The general benefits of a buy-to-let investment are numerous. Aside from the gearing potential, he says rental income also decreases your risk factors along with the day-to-day costs of your investment, and can become a passive income stream after your bond has been paid off.
Property is also a comparatively low-risk, high-yield investment, and is a valuable asset in situations where currency depreciation is a real concern.
Buy-to-let property can appear even more attractive to investors over 60, says Clarke.
“The idea of ongoing monthly income that increases in line with inflation for the rest of your life is very appealing, as is the capital appreciation of property and the possibility of being able to pass it on to your heirs as part of your estate.”
As with any investment, however, Clarke advises careful thought when entering the buy-to-let market, especially later in life.
“It’s a long-term investment, and can take a few years to start generating income. If you’re buying at 60, that’s probably not a problem. At 70 or 80, you may want investments with more immediate returns.”
The terms of your financing can also make a huge difference to the profitability of a buy-to-let investment, and older bond applicants often face challenges in this area.
“The cut-off age for financing varies from bank to bank and a lot depends on the applicant’s particular circumstances,” says Mike van Alphen, National Manager for Rawson Finance, the in-house bond originator for the Rawson Property Group.
“A lot of banks might only grant a bond over a five or ten year repayment term to older applicants, which can dramatically affect your ability to cover costs with rent.”
There are cases where longer terms are granted, generally where the applicant has a good, pre-existing relationship with the bank, and can clearly demonstrate sufficient ongoing income from their pension or other investments, he says.
Both Clarke and Van Alphen agree that the most important factor for retirement-aged people looking to invest in buy-to-let property is to know all the facts and figures before committing to a purchase, and to leave emotions out of the equation.
“You need to consider where you’re buying, the value of the property and its potential capital appreciation, the size and terms of your mortgage and monthly repayments, the amount of rent you can reasonably charge, and how much that rent is likely to increase over the lifetime of the investment,” says Van Alphen.
He says you also need to take things like tax into account.
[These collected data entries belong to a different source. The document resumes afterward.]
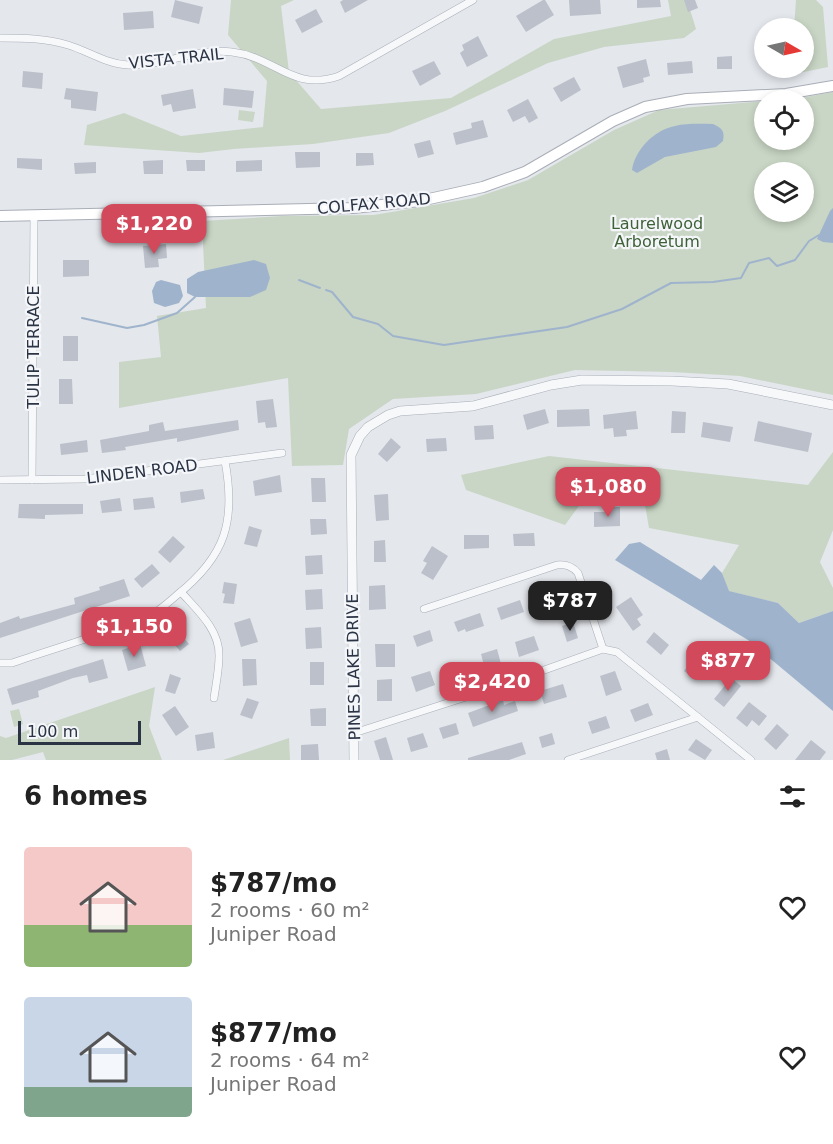 <!DOCTYPE html>
<meta charset="utf-8">
<style>
body{margin:0;font-family:"DejaVu Sans",sans-serif;background:#f2f2f2;color:#222;height:100vh;display:flex;flex-direction:column;font-size:22px;white-space:nowrap}
*{box-sizing:border-box;margin:0}
p{font-size:20px;color:#767676}
.icon{flex:none;width:33px;height:33px;fill:none;stroke:currentColor;stroke-width:2;stroke-linecap:round;stroke-linejoin:round}
.map{position:relative;height:760px;overflow:hidden}
.side{display:flex;flex-direction:column;background:#fff;flex:1}
.side>*{flex:none}
.needle{width:39px;rotate:99deg}
.fabs{position:absolute;left:754px;top:18px;display:grid;gap:12px}
.fabs a{display:grid;place-items:center;width:60px;height:60px;border-radius:50%;background:#fff;box-shadow:0 3px 9px #0003;font-size:30px}
.scale{position:absolute;left:18px;bottom:15px;width:123px;box-sizing:border-box;padding-left:6px;border:3px solid #2b3445;border-top:0;font-size:16px;line-height:21px;white-space:nowrap;color:#2b3445;-webkit-text-stroke:4px #f4f6f9;paint-order:stroke}
.price{position:absolute;translate:-50% -51px;padding:0 14px;border-radius:12px;background:#d1495b;color:#fff;font-size:20px;line-height:39px;filter:drop-shadow(0 2px 3px #0008)}
.price::after{content:'';position:absolute;left:50%;top:36px;width:18px;height:14px;margin-left:-9px;background:inherit;clip-path:polygon(0 0,100% 0,50% 100%)}
.price.current{background:#222;color:#fff}
ul{padding:0;list-style:none}
li{display:flex;align-items:center;gap:18px;height:150px;padding:0 24px}
li span{display:grid;place-items:center;flex:none;width:168px;height:120px;border-radius:6px;color:#555}
li>.icon{margin-inline-start:auto}
span .icon{width:72px;height:72px;fill:#fffc;stroke-width:1}
li b{font-size:26px}
h2{display:flex;justify-content:space-between;align-items:center;height:72px;padding:0 24px;font-size:26px}
.map>svg:first-child{display:block}
.green{fill:#c9d6c5;fill-rule:evenodd}
.water{fill:#9fb4cc}
.lines{fill:none;stroke-linecap:round;stroke-linejoin:round}
.stream{stroke:#9fb4cc;stroke-width:2}
.building{fill:#bbc0ca}
.minor-casing{stroke:#a9aeb7;stroke-width:8}
.tertiary-casing{stroke:#a9aeb7;stroke-width:10}
.secondary-casing{stroke:#a9aeb7;stroke-width:12}
.minor{stroke:#f7f8fa;stroke-width:7}
.tertiary{stroke:#f7f8fa;stroke-width:9}
.secondary{stroke:#fff;stroke-width:10}
.labels{text-anchor:middle;stroke-width:4.5;stroke-linejoin:round;paint-order:stroke}
.street-label{font-size:16px;fill:#2b3445;stroke:#f4f6f9}
.park-label{font-size:16px;fill:#3f6138;stroke:#f4f6f9}
</style>
<div class="map">
<svg width="833" height="760" viewBox="0 0 833 760">
<rect width="100%" height="100%" fill="#e4e7ec"/>
<g class="green">
<polygon points="231,0 294,0 281,6 289,72 321,109 451,98 554,39 671,16 668,0 687,0 696,29 684,38 604,47 548,63 445,111 389,133 313,144 234,149 199,153 84,145 87,125 124,113 181,136 263,127 267,81 228,35"/>
<polygon points="796,0 816,0 823,7 828,67 794,74 794,68 804,68 804,28 794,28"/>
<path d="M833 92V395L740 376 672 372 575 370 476 394 393 399 349 429 343 465 292 466 288 378 119 408V362L161 357 157 316 206 308 202 221 282 216 374 215 474 198 528 180 614 130 659 110 765 101V140H804V100H771L801 98ZM765 172H804V212H765Z"/>
<polygon points="239,110 255,112 253,122 238,120"/>
<polygon points="833,452 833,530 820,562 833,588 833,611 799,623 778,603 728,591 722,573 739,545 649,528 643,493 584,499 565,525 466,490 461,475 549,456 808,485"/>
<polygon points="155,687 149,726 162,760 46,760 43,752 12,760 0,760 0,736 6,738"/>
<polygon points="19,709 23,724 14,727 10,711"/>
<polygon points="289,738 290,760 223,760"/>
</g>
<g class="water">
<path d="M713 124C722 128 725 131 723 141L716 147 665 157 637 173 632 170C635 150 654 130 675 126 687 123 701 124 713 124Z"/>
<polygon points="833,208 833,243 823,242 817,239 830,211"/>
<polygon points="254,260 266,264 270,278 266,290 250,297 195,297 187,293 187,279 198,272"/>
<polygon points="161,280 180,285 183,296 179,303 165,307 154,303 152,291 156,282"/>
<polygon points="640,542 701,580 714,565 722,573 729,591 778,603 799,623 833,611 833,711 748,640 615,560 629,544"/>
</g>
<g class="lines">
<g class="stream">
<polyline points="299,280 320,288"/>
<polyline points="326,290 332,292 353,317 378,324 393,336 444,345 567,327 622,309 671,283 713,282 741,278 749,263 769,258 777,266 795,260 809,241 819,235"/>
<polyline points="82,318 127,328 144,325 177,313 195,297"/>
</g>
</g>
<g class="building">
<polygon points="175,0 203,7 199,24 171,17"/>
<polygon points="343,0 368,0 345,13 340,2"/>
<polygon points="543,0 545,0 554,15 526,32 516,16"/>
<polygon points="569,0 600,0 601,14 570,16"/>
<polygon points="637,0 660,0 661,7 637,8"/>
<polygon points="684,0 695,0 698,8 688,12"/>
<polygon points="316,9 323,22 302,33 295,20"/>
<polygon points="153,11 154,28 124,30 123,13"/>
<polygon points="478,36 488,56 467,67 460,53 464,50 462,45"/>
<polygon points="732,56 732,69 717,69 717,57"/>
<polygon points="646,59 650,76 643,78 644,82 623,88 617,67"/>
<polygon points="434,61 441,74 420,86 412,71"/>
<polygon points="692,61 693,73 668,75 667,63"/>
<polygon points="23,71 43,73 42,89 22,87"/>
<polygon points="574,77 581,90 561,102 553,88"/>
<polygon points="66,88 98,92 96,111 71,108 71,100 64,99"/>
<polygon points="224,88 254,91 252,108 223,105"/>
<polygon points="193,89 196,108 173,112 171,104 163,106 161,95"/>
<polygon points="528,99 538,118 529,123 525,116 513,122 507,110"/>
<polygon points="483,120 488,137 456,145 453,133 472,128 471,123"/>
<polygon points="430,140 434,154 418,158 414,144"/>
<polygon points="295,152 320,152 320,167 296,168"/>
<polygon points="356,153 373,153 374,165 356,166"/>
<polygon points="17,158 42,159 42,170 17,168"/>
<polygon points="163,160 163,174 144,174 143,161"/>
<polygon points="186,160 205,160 205,171 187,171"/>
<polygon points="262,160 262,171 236,172 236,161"/>
<polygon points="96,162 96,173 75,174 74,163"/>
<polygon points="166,244 167,258 158,259 159,267 145,268 143,246"/>
<polygon points="63,260 89,260 89,276 63,277"/>
<rect x="63" y="336" width="15" height="25"/>
<polygon points="59,379 72,379 73,404 59,404"/>
<polygon points="273,399 277,427 266,428 265,422 258,423 256,401"/>
<polygon points="545,409 549,423 527,430 523,415"/>
<polygon points="589,409 590,426 557,427 557,410"/>
<polygon points="636,411 638,429 626,430 627,436 614,437 613,428 604,429 603,415"/>
<polygon points="672,411 686,412 685,433 671,433"/>
<polygon points="238,420 239,430 177,442 177,438 125,447 126,450 102,453 100,440 149,431 149,425 163,422 165,431"/>
<polygon points="758,421 812,433 808,452 754,441"/>
<polygon points="703,422 733,427 730,442 701,437"/>
<polygon points="493,425 494,439 475,440 474,426"/>
<polygon points="391,438 401,447 387,462 378,454"/>
<polygon points="446,438 447,451 427,452 426,439"/>
<polygon points="87,440 88,452 61,455 60,444"/>
<polygon points="280,475 282,492 255,496 253,481"/>
<polygon points="311,478 325,478 326,502 312,502"/>
<polygon points="203,489 205,499 181,503 180,492"/>
<polygon points="388,494 389,520 376,521 374,495"/>
<polygon points="153,497 155,508 134,510 133,499"/>
<polygon points="120,498 122,511 102,513 100,501"/>
<polygon points="19,504 83,504 83,514 45,515 45,519 18,518"/>
<polygon points="610,507 620,507 620,526 594,527 594,512 610,512"/>
<polygon points="310,519 326,519 327,534 311,535"/>
<polygon points="249,526 262,530 257,547 244,544"/>
<polygon points="534,533 535,546 514,546 513,534"/>
<polygon points="464,535 489,535 489,548 464,549"/>
<polygon points="173,536 185,547 170,563 158,552"/>
<polygon points="385,540 386,562 374,562 374,541"/>
<polygon points="432,546 448,556 433,580 421,573 427,563 423,561"/>
<polygon points="322,555 323,574 306,575 305,556"/>
<polygon points="152,564 160,573 142,588 134,579"/>
<polygon points="124,579 130,596 0,638 0,623 19,616 20,619 75,604 74,598 100,590 99,587"/>
<polygon points="224,582 237,584 234,604 223,603 225,594 222,593"/>
<polygon points="385,585 386,609 369,610 369,586"/>
<polygon points="558,586 566,607 553,611 546,591"/>
<polygon points="322,589 323,609 306,610 305,590"/>
<polygon points="631,597 643,615 637,619 641,625 633,631 616,607"/>
<polygon points="520,600 524,612 501,620 497,608"/>
<polygon points="480,613 484,626 466,632 465,629 458,632 454,622"/>
<polygon points="250,618 258,642 241,647 234,623"/>
<polygon points="573,622 578,638 567,642 562,626"/>
<polygon points="178,625 185,633 182,636 189,644 180,651 166,635"/>
<polygon points="321,627 322,648 306,649 305,628"/>
<polygon points="430,630 433,641 417,647 413,636"/>
<polygon points="654,632 669,645 661,655 646,642"/>
<polygon points="534,636 539,650 519,657 515,642"/>
<polygon points="140,644 146,666 128,671 122,650"/>
<polygon points="375,644 395,644 395,667 376,667"/>
<polygon points="697,646 713,659 696,680 684,671 693,659 689,656"/>
<polygon points="497,649 501,664 485,669 481,654"/>
<polygon points="103,659 108,678 89,683 87,675 73,678 38,691 39,697 12,705 7,689"/>
<polygon points="242,659 256,659 257,685 243,686"/>
<rect x="310" y="662" width="14" height="23"/>
<polygon points="467,664 470,674 456,679 453,669"/>
<polygon points="430,671 435,685 416,692 411,677"/>
<polygon points="615,671 622,690 606,696 600,676"/>
<polygon points="170,674 181,678 175,694 165,691"/>
<polygon points="731,678 741,686 724,707 714,699"/>
<polygon points="392,679 392,701 377,701 377,680"/>
<polygon points="563,684 567,697 544,704 540,691"/>
<polygon points="247,698 259,702 252,719 240,715"/>
<polygon points="503,700 504,705 515,701 518,711 473,727 468,713"/>
<polygon points="749,702 767,716 759,726 752,720 747,727 736,718"/>
<polygon points="648,703 653,715 635,722 630,710"/>
<polygon points="175,706 189,727 176,736 162,715"/>
<polygon points="326,708 326,726 311,726 310,709"/>
<polygon points="606,716 610,728 592,734 588,722"/>
<polygon points="456,723 459,734 443,739 439,728"/>
<polygon points="777,724 789,735 776,750 764,739"/>
<polygon points="213,732 215,748 197,751 195,735"/>
<polygon points="423,733 428,747 411,752 407,738"/>
<polygon points="552,733 555,744 542,748 539,737"/>
<polygon points="386,737 393,760 380,760 374,741"/>
<polygon points="696,739 712,750 705,760 688,750"/>
<polygon points="811,740 826,752 820,760 795,760"/>
<polygon points="522,742 526,754 509,760 468,760 468,758"/>
<polygon points="318,744 319,760 301,760 301,745"/>
<polygon points="667,749 670,760 657,760 655,753"/>
</g>
<g class="lines">
<g class="minor-casing">
<g id="minor">
<path d="M0 38C23 38 45 38 68 45 88 51 106 64 128 65 163 67 197 47 232 52 276 57 292 92 339 76L473 0"/>
<polyline points="0,480 85,479 282,453"/>
<polyline points="32,480 34,215"/>
<path d="M181 592C197 610 220 630 219 656 219 670 216 684 214 698"/>
<path d="M424 609 557 565C566 564 572 566 578 573L603 649"/>
<path d="M0 663H12C41 653 71 644 100 634 116 629 133 624 148 617 159 611 168 603 177 595 226 556 236 521 225 461"/>
<polyline points="354,733 494,688 603,649 617,652 751,760"/>
<polyline points="568,760 698,717"/>
</g>
</g>
<g class="tertiary-casing">
<polyline id="tertiary" points="354,760 351,455 360,436 368,427 388,415 400,411 473,406 551,385 582,380 672,381 728,384 833,405"/>
</g>
<g class="secondary-casing">
<polyline id="secondary" points="0,216 353,208 420,201 483,187 525,172 613,121 645,107 687,99 786,94 833,86"/>
</g>
<use href="#minor" class="minor"/>
<use href="#tertiary" class="tertiary"/>
<use href="#secondary" class="secondary"/>
</g>
<g class="labels">
<g class="street-label">
<text transform="translate(176 58) rotate(-6)" y="6">VISTA TRAIL</text>
<text transform="translate(374 203) rotate(-5)" y="6">COLFAX ROAD</text>
<text transform="translate(33 347) rotate(-90)" y="6">TULIP TERRACE</text>
<text transform="translate(142 471) rotate(-7)" y="6">LINDEN ROAD</text>
<text transform="translate(353 667) rotate(-91)" y="6">PINES LAKE DRIVE</text>
</g>
<g class="park-label">
<text x="657" y="229">Laurelwood<tspan x="657" dy="18">Arboretum</tspan></text>
</g>
</g>
</svg>
<div class="fabs">
<a><svg class="needle" viewBox="-14 -14 28 28"><path d="M0-13l5 13h-10z" fill="#e53935"/><path d="M0 13l5-13h-10z" fill="#767676"/></svg></a>
<a><svg class="icon" aria-label="locate" viewBox="0 0 24 24"><circle cx="12" cy="12" r="6"/><path d="M12 2v4M12 18v4M2 12h4M18 12h4"/></svg></a>
<a><svg class="icon" aria-label="layers" viewBox="0 0 24 24"><path d="M12 4l9 5-9 5-9-5zM3 14l9 5 9-5"/></svg></a>
</div>
<div class="scale">100 m</div>
<b class="price" style="left:154px;top:255px">$1,220</b>
<b class="price" style="left:608px;top:518px">$1,080</b>
<b class="price current" style="left:570px;top:632px">$787</b>
<b class="price" style="left:134px;top:658px">$1,150</b>
<b class="price" style="left:728px;top:692px">$877</b>
<b class="price" style="left:492px;top:713px">$2,420</b>
</div>
<section class="side">
<h2>6 homes<svg class="icon" aria-label="filters" viewBox="0 0 24 24"><path d="M4 7h16M4 17h16"/><circle cx="9" cy="7" r="2"/><circle cx="15" cy="17" r="2"/></svg></h2>
<ul>
<li><span style="background:linear-gradient(#f6c9c9 65%,#8fb573 0)"><svg class="icon" aria-label="home" viewBox="0 0 24 24"><path d="M3 11l9-7 9 7M6 9v11h12V9"/></svg></span><div><b>$787/mo</b><p>2 rooms · 60 m²</p><p>Juniper Road</p></div><svg class="icon" aria-label="heart" viewBox="0 0 24 24"><path d="M12 20l-8-8c-3-5 5-10 8-4 3-6 11-1 8 4z"/></svg></li>
<li><span style="background:linear-gradient(#c9d6e8 75%,#7fa58c 0)"><svg class="icon" aria-label="home" viewBox="0 0 24 24"><path d="M3 11l9-7 9 7M6 9v11h12V9"/></svg></span><div><b>$877/mo</b><p>2 rooms · 64 m²</p><p>Juniper Road</p></div><svg class="icon" aria-label="heart" viewBox="0 0 24 24"><path d="M12 20l-8-8c-3-5 5-10 8-4 3-6 11-1 8 4z"/></svg></li>
</ul>
</section>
All these factors affect your net return, which you need to be able to estimate in order to compare it to other investment opportunities over the short and long term.
“There’s no doubt that property can be an excellent asset in your retirement portfolio, but it does get more complicated the later in life you start”, says Clarke.
“That’s not to say you should cross it off your list of investment options once you hit 65 or 70, but you do need to look closely at all the factors to make an informed decision.”